A similar ignominious fate befell a proposal by Texas state Rep. Vicki Truitt, a Republican from the Dallas area, to regulate which TV weathercasters should have the right to call themselves “meteorologists.”

Truitt introduced a bill in February that would have reserved the august title only for those forecasters possessing the equivalent of a bachelor’s degree in meteorology. But the idea quickly ran into a storm of protest from the men and women across the state who earn their living waving electronic pointers at little pictures of smiley suns and frowning clouds.

“We stuck our finger into a beehive and made a quick decision that we didn’t want to stick the rest of our hand into it,” said Dan Sutherland, Truitt’s legislative director. “The people who are stakeholders in this seem to be very verbal people, and they took exception, especially the ones whose credentials didn’t match” the proposed academic requirements.

Truitt voluntarily withdrew the bill from consideration. But Sutherland said it would have addressed a real problem.

“In north Texas, where we live, there’s a lot of bad storms,” Sutherland said. “If you tell people to run to the right when they should run to the left, they could get killed. Now, there’s no incident that has been reported that a person who has absolutely no credentials led people in harm’s way. But a number of people have told me anecdotally that that has happened.”

Anecdotes were the driving force behind the infamous Texas cheerleading bill as well. Its sponsor, Democratic state Rep. Al Edwards, said he proposed outlawing lewd routines out of concern that “overly sexual performances” by high schoolers were causing an increase in teen pregnancies, sexually transmitted diseases and dropouts.

The Texas House approved the bill this month, although the proposed law did not define what kind of performances would qualify as obscene and it specified no punishment for infractions.
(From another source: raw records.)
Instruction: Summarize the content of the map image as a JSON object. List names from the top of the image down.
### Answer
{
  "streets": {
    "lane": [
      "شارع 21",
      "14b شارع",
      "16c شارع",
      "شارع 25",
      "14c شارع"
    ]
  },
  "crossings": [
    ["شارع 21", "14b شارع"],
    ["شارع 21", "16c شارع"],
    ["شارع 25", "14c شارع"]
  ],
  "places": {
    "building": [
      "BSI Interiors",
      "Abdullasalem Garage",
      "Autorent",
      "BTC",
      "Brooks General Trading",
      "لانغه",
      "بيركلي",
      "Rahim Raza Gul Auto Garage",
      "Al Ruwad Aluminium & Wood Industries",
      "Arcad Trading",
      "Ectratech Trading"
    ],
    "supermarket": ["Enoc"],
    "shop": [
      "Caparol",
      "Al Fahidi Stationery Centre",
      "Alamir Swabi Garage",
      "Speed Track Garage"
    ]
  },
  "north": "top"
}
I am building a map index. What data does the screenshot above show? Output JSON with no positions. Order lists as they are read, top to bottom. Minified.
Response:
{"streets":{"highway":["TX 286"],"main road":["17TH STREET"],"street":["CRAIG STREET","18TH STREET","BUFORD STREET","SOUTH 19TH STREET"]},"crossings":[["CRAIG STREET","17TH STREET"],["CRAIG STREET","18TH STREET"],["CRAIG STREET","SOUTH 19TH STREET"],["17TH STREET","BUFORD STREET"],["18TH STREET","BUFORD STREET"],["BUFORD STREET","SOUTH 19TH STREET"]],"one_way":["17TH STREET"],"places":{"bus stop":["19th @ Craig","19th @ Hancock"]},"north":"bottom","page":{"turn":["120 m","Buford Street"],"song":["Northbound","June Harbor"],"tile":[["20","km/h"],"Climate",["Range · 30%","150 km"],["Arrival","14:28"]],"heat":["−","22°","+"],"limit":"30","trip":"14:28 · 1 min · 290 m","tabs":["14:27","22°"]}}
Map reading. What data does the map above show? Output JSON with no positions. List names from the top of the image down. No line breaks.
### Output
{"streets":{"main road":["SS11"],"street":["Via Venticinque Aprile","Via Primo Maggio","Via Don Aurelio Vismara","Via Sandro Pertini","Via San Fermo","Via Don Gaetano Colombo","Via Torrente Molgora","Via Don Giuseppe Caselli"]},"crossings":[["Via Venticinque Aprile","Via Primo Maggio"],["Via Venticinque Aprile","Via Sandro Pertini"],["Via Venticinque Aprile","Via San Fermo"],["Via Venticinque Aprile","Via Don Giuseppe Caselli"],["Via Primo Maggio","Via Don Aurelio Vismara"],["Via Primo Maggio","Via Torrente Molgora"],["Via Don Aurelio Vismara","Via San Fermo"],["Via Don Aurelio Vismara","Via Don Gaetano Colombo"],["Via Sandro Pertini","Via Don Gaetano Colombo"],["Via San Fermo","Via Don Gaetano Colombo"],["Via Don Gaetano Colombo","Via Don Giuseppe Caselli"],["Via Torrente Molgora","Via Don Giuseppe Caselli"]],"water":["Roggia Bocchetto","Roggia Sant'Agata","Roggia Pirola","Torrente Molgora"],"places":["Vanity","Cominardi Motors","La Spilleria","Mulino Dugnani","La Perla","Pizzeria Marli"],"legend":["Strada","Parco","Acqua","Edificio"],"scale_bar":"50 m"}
State Rep. Senfronia Thompson, like Edwards a Democrat from Houston, denounced the bill, using some decidedly unparliamentary language.

“This is a ridiculous bill,” she told her House colleagues. “It’s stupid. And it’s insulting. … And it’s a disgrace.”

The Texas Senate, which would have to approve the bill for it to become law, seems to have agreed to drop it like it’s hot. The bill has attracted no sponsors in the Senate, and the Republican chairwoman of the Senate Education Committee said last week that she is content to let it die without a hearing.